The Mind of a Little Girl – Part 2

continuation of a story found in the above link….

The little girl had given it a lot of thought, the mystery of death, that is. When she was younger she had attended her grandfather’s funeral, sitting next to her aunt in the front of the church. The atmosphere was different from anything else she had experienced in all her three year long life. She had experienced sadness before, but this time all the adults seemed different. She didn’t know how to respond ” well, she never really knew how to respond. She observed her aunt as she was leaning forward, as if having a stomach ache, with tears streaming from her eyes. Sound and noises the little girl had previously only heard from little children or people with a severe cold. The little girl had experienced many colds and stomach aches, and she felt sorry for her aunt – she did not look comfortable. Sitting upright, a bit stiff, the little girl hesitantly reached towards her aunt’s trembling hand. Her aunt squeezed it gently and went into an even more advanced way of showing discomfort. Her body was shaking, she sounded like she couldn’t breathe. The little girl looked nervously about scanning the room for any reactions. Nothing. Okay, no need for alarm. The little girl believed in authority, she was quite willing to do her part, but she trusted in the judgement of adults. The little girl felt rather uncomfortable – more than usual, when confronted with awkward social situation in which she had not fully decoded the conventions of the specific scenario. She did not mean to be overly dramatic, but this was by far the most awkward situation she had ever encountered. As her aunt clutched her little hand, the little girl was unsure of what was expected of her. Hesitantly, she placed the other hand on top of her aunt’s. A bit tense, she peered from the corner of her eyes, unsure of the reaction. Her aunt looked down at her lovingly and gratefully. The little girl mechanically responded with a well intended, though indecisive smile.

Since then she had lived to see her grandmother follow suit. She remembered loving her as a little girl. Though for the past years her grandmother had been ill and said things that didn’t make sense. Even her parents said so. The little girl, though not willing to admit, found her grandmother a bit scary. She had finally learned to interact in social encounters without being met with that face. The face, in which the mouth slightly opened, the eyes opened wide, blankly staring at her for a few seconds. Then eventually they would shut their mouths, their eyes would flicker for a second while an almost invisible shiver travelled through their face before ending the conversation and moving on. This ritual had been a daily occurrence in her 5 year long life. She knew that it was because of her, but she did not exactly know why. Her grandmother was different. With others she had discovered a pattern or a semblance of one at least. Her grandmother acted differently. The little girl, for all her efforts in understanding the expectations of her in different social encounters, did not understand what was expected of her here. Her grandmother would say things that did not make sense; she would grab hold of the little girl and hug her. The little girl did not like being hugged, at least not by strangers. Her grandmother seemed strange, like a stranger.

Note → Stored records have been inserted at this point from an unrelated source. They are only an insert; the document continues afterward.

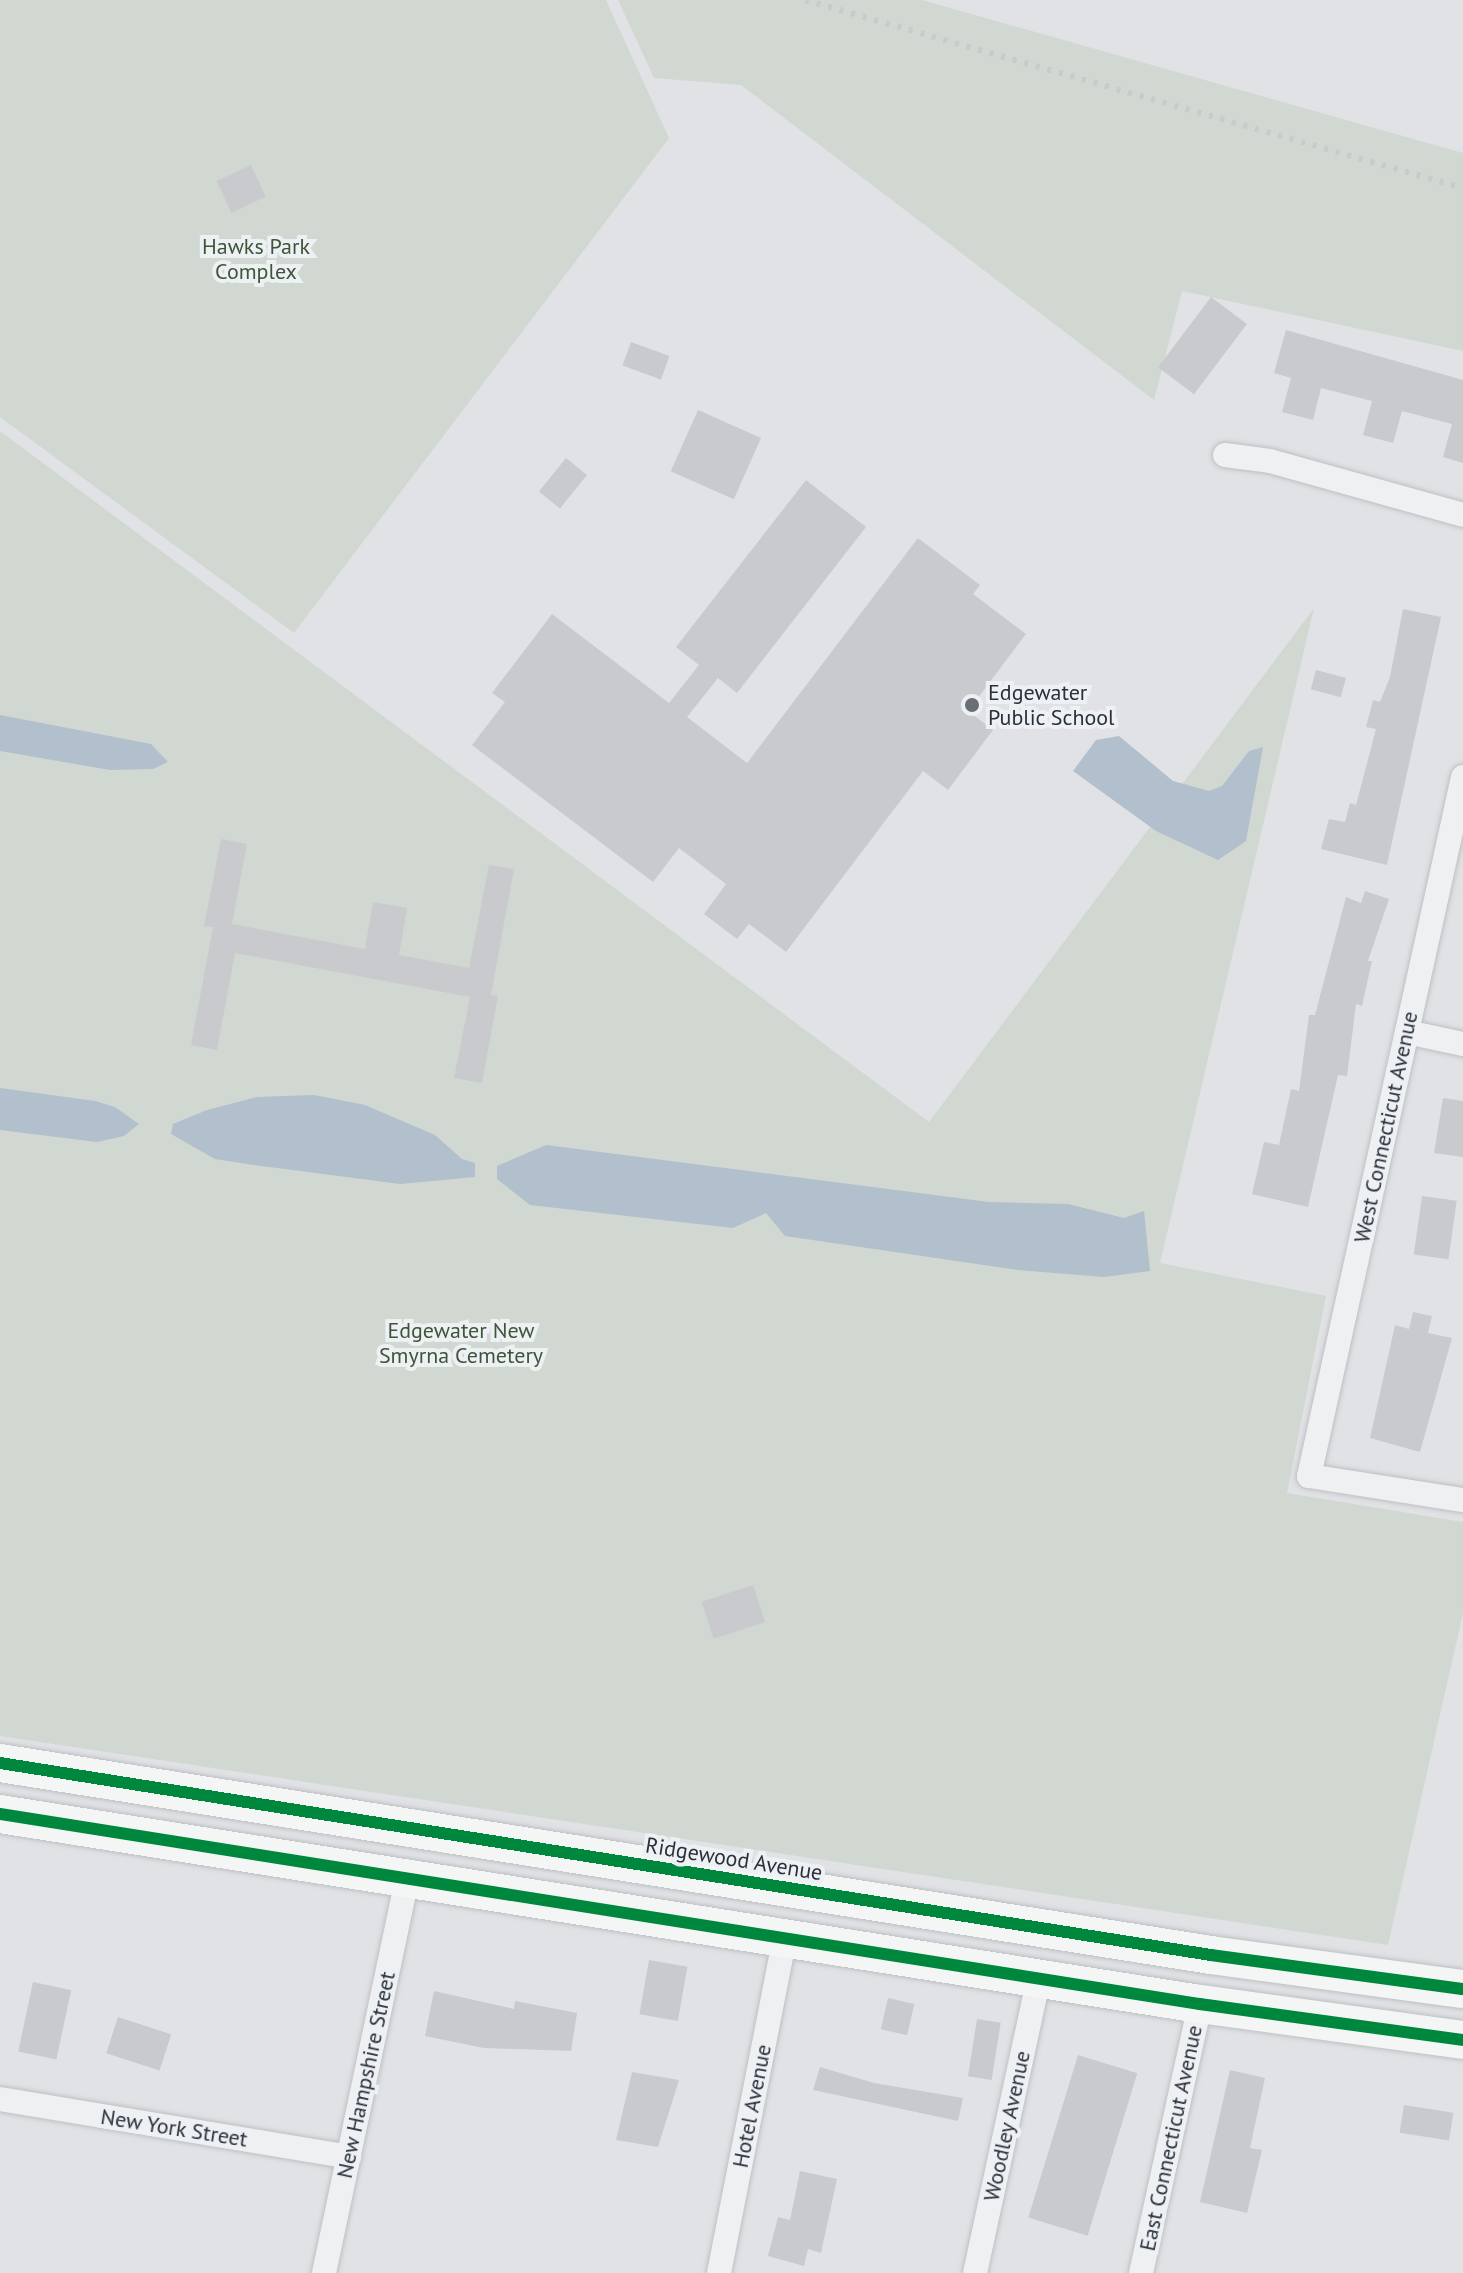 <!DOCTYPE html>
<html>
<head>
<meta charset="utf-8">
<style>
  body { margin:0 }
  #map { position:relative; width:1463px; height:2273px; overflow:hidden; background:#e0e2e5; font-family:"PT Sans",sans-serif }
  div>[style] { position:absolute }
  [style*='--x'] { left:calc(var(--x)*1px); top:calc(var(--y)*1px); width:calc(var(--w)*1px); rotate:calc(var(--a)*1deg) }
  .green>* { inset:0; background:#d1d8d1 }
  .water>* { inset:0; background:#b2bfcc }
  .building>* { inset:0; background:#c9cacd; transform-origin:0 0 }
  .roads { filter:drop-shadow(0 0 2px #bec0c3) drop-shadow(0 0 2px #bec0c3) }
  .street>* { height:24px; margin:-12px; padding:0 12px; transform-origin:12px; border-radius:12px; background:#eff0f2 }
  .primary>* { height:38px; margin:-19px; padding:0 19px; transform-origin:19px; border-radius:19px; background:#f4f5f5 }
  .rail>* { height:6px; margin-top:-3px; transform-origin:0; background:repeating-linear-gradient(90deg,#c9cacc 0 4px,transparent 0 12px) }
  .cycleway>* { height:12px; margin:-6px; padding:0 6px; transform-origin:6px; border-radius:6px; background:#00873e }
  .dots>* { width:22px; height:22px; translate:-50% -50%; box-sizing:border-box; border:4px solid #eef1f4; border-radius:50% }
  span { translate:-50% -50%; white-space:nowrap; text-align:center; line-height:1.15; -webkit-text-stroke:8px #eef1f4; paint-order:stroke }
  .park-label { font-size:22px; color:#3e5539 }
  .poi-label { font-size:22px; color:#2a303b }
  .left { translate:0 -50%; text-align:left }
  .street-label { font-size:22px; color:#2a303b }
</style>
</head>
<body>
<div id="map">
  <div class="green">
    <i style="clip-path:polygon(0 0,606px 0,669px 138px,294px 633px,0 417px)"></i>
    <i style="clip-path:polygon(618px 0,922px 0,1463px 153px,1463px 351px,1182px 291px,1154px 400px,741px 85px,654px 78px)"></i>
    <i style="clip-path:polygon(0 431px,929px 1122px,1314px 608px,1160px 1263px,1326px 1296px,1287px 1493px,1463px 1522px,1463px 1613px,1388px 1945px,0 1736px)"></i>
  </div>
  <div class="water">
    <i style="clip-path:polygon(0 715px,151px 744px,168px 762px,153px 769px,110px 770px,0 751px)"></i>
    <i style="clip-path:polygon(1119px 736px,1173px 781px,1209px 791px,1222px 786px,1249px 751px,1263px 747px,1246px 841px,1218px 860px,1156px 831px,1073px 771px,1096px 740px)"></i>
    <i style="clip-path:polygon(0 1088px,95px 1101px,115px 1107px,139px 1124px,124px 1136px,97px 1142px,0 1130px)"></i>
    <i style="clip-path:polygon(314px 1095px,365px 1105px,435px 1135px,462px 1159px,475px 1163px,475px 1177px,400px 1184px,254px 1165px,215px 1159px,171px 1134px,173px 1124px,207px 1110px,257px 1097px)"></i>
    <i style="clip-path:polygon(546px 1145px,989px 1202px,1068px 1204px,1124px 1218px,1144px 1211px,1150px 1271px,1104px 1277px,1018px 1270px,785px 1236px,766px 1213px,733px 1228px,530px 1205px,497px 1179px,497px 1166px)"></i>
  </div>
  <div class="building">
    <i style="left:251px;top:165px;width:35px;height:38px;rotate:65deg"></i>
    <i style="left:1211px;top:297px;width:45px;height:88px;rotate:37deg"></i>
    <i style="clip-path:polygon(1286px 330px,1463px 380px,1463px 463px,1443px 457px,1452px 424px,1402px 411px,1393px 443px,1363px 435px,1372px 401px,1321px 388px,1313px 420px,1282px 412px,1291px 378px,1274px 373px)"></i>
    <i style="left:631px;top:342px;width:41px;height:25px;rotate:20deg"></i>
    <i style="left:698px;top:410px;width:69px;height:67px;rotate:24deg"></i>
    <i style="left:566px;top:458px;width:27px;height:43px;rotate:39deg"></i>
    <i style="clip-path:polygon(806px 480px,866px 527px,737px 693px,718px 678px,687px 717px,747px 763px,918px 538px,980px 585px,973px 594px,1026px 634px,968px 711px,993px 730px,948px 790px,923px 771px,786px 952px,749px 924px,737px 939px,704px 914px,726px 884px,679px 848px,653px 882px,472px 745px,505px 702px,492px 693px,552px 614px,669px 703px,699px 665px,676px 647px)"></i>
    <i style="clip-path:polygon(1403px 609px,1441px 617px,1387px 865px,1321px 849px,1329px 819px,1345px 822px,1350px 803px,1356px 805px,1376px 729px,1366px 727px,1373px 700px,1380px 702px,1390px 677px)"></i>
    <i style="left:1316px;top:670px;width:31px;height:20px;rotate:15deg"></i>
    <i style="clip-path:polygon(221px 839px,247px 844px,232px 924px,365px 949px,373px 902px,407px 908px,399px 955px,469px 968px,489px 865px,514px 869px,491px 995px,498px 996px,482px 1083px,454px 1078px,470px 997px,235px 953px,217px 1050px,191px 1045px,213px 927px,204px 926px)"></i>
    <i style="clip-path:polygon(1365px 891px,1389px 899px,1368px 961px,1372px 961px,1362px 1006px,1356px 1004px,1347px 1076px,1338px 1075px,1308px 1207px,1252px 1194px,1264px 1142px,1279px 1145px,1291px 1089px,1299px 1091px,1309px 1015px,1315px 1015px,1346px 897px,1361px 903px)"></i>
    <i style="clip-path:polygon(1443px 1098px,1463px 1101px,1463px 1157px,1434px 1153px)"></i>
    <i style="left:1422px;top:1196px;width:35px;height:59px;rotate:8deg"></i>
    <i style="clip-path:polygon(1413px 1312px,1432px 1316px,1428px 1333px,1452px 1338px,1420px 1452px,1370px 1438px,1395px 1325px,1409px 1329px)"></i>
    <i style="left:753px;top:1585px;width:39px;height:54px;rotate:72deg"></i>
    <i style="left:649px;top:1960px;width:39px;height:55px;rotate:10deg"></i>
    <i style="left:33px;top:1982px;width:39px;height:71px;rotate:12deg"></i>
    <i style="clip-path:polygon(434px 1991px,514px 2009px,515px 2001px,577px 2013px,571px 2051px,484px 2048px,425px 2036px)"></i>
    <i style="left:888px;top:1998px;width:27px;height:32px;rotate:13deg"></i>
    <i style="left:118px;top:2017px;width:56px;height:38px;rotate:18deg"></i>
    <i style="left:977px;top:2019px;width:24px;height:58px;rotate:9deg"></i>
    <i style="left:1078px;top:2055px;width:62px;height:170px;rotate:17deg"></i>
    <i style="clip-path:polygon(820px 2067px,874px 2083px,963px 2098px,958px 2121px,813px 2090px)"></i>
    <i style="clip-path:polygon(1230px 2070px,1265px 2078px,1250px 2148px,1262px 2150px,1247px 2213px,1200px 2202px)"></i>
    <i style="clip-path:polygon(632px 2072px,679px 2080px,658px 2147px,616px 2140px)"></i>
    <i style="left:1404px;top:2105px;width:50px;height:28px;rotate:9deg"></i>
    <i style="clip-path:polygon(800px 2171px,837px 2179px,821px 2253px,808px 2249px,804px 2266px,768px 2256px,778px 2217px,790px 2220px)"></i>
  </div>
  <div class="roads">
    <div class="street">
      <i style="--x:1225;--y:455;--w:45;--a:7.6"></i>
      <i style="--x:1270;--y:461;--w:200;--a:15.6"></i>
      <i style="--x:1463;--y:777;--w:716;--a:102.42"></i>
      <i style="--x:1309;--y:1476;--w:156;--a:8.9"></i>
      <i style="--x:1407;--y:1032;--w:57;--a:12.1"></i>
      <i style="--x:0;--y:2099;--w:354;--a:9.4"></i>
      <i style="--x:324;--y:2273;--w:404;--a:-78.1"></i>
      <i style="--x:719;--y:2273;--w:341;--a:-78.9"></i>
      <i style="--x:975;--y:2273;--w:302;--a:-77.8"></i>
      <i style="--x:1141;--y:2273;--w:275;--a:-77.6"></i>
    </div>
    <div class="primary">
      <i style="--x:0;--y:1763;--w:1226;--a:9.01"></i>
      <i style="--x:1211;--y:1955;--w:254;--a:7.7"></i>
      <i style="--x:0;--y:1814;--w:1215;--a:9"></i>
      <i style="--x:1200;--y:2004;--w:265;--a:7.8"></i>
    </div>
  </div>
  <div class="rail">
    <i style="--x:805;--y:0;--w:684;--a:15.95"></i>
  </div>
  <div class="cycleway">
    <i style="--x:0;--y:1763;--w:1226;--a:9.01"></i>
    <i style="--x:1211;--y:1955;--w:254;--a:7.7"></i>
    <i style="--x:0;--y:1814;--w:1215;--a:9"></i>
    <i style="--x:1200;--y:2004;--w:265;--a:7.8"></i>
  </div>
  <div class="dots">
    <i style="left:972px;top:705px;background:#6a6e76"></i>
  </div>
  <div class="park-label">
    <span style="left:256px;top:259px">Hawks Park<br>Complex</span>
    <span style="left:461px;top:1343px">Edgewater New<br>Smyrna Cemetery</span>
  </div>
  <div class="poi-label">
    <span class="left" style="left:988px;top:705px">Edgewater<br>Public School</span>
  </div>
  <div class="street-label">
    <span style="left:1386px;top:1127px;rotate:-78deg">West Connecticut Avenue</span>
    <span style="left:734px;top:1859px;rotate:9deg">Ridgewood Avenue</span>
    <span style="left:366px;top:2075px;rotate:-78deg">New Hampshire Street</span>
    <span style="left:752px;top:2106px;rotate:-79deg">Hotel Avenue</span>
    <span style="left:1007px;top:2126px;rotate:-78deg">Woodley Avenue</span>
    <span style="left:174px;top:2128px;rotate:9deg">New York Street</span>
    <span style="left:1171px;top:2138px;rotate:-78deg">East Connecticut Avenue</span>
  </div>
</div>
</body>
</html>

When she died, the little girl’s mother cried. The little girl gave her mother a long hug, as she had observed was the thing to do. She did not go to such length every time someone cried. Though if not now that someone had died, she reckoned, then there would never be a good time to do so. She did it for her mother. She loved her mother. At first she was surprised, at her mother crying. Not because she had not seen it before. But her father had entered the room first, he was not crying. It was the little girl’s father who had lost his mother ” and he didn’t cry… Should she hug her father as well? She loved her father too. Her father was not a man of many words and did not express himself in terms of any visible fluctuations in mood or feeling. Yet she always sensed some kind of sadness in him that she desperately wished she could protect him from. She was sad for her parents. She imagined that she would be very sad if any of them should die.

The little girl was curious to know, what death meant, not for the ones’ left behind, but for the people who died. Whenever she brought up such topics, people tended to agree that people go to a place called Heaven, when they die. God was usually an important addition to the creation of Heaven. Though now and again she would meet someone who did not know, what would happen or who would claim that there was more than one god. They were all reasonable adults that she respected as an authority, yet their statements about death and life – or creation as some would call it – were so contradictory. It occurred to the little girl that there were things that were not just a mystery to her.

As it dawned on her that adults did not have the answer to such an important issue, she was overwhelmed by a sense of duty, a responsibility to figure out the answer to such a question.  While she made sure that she did her homework and met all her other obligations; such as talking to people, saying the right things, listen, playing well with other children, give comfort and being comforted by adults (should they deem it necessary);  she spent most of her time thinking. She would lie in her bed and just think about the worlds big questions, philosophize and sometimes dream. In between her social obligations and seeking an answer that was satisfactory to issues such as death and life, she was trying to solve another riddle. Sometimes she imagined herself to be a changeling. It was a quite reasonable hypothesis, she deemed. She felt strange and awkwardly out of place. While she knew her imagination was vivid and strong, she felt strongly about her being something different from other people. She did not believe in aliens ” that was just silly! Only silly people would believe in that ” and she was not silly! She knew that it was not very nice to think of others as silly, but privately she did judge such people – just a little bit.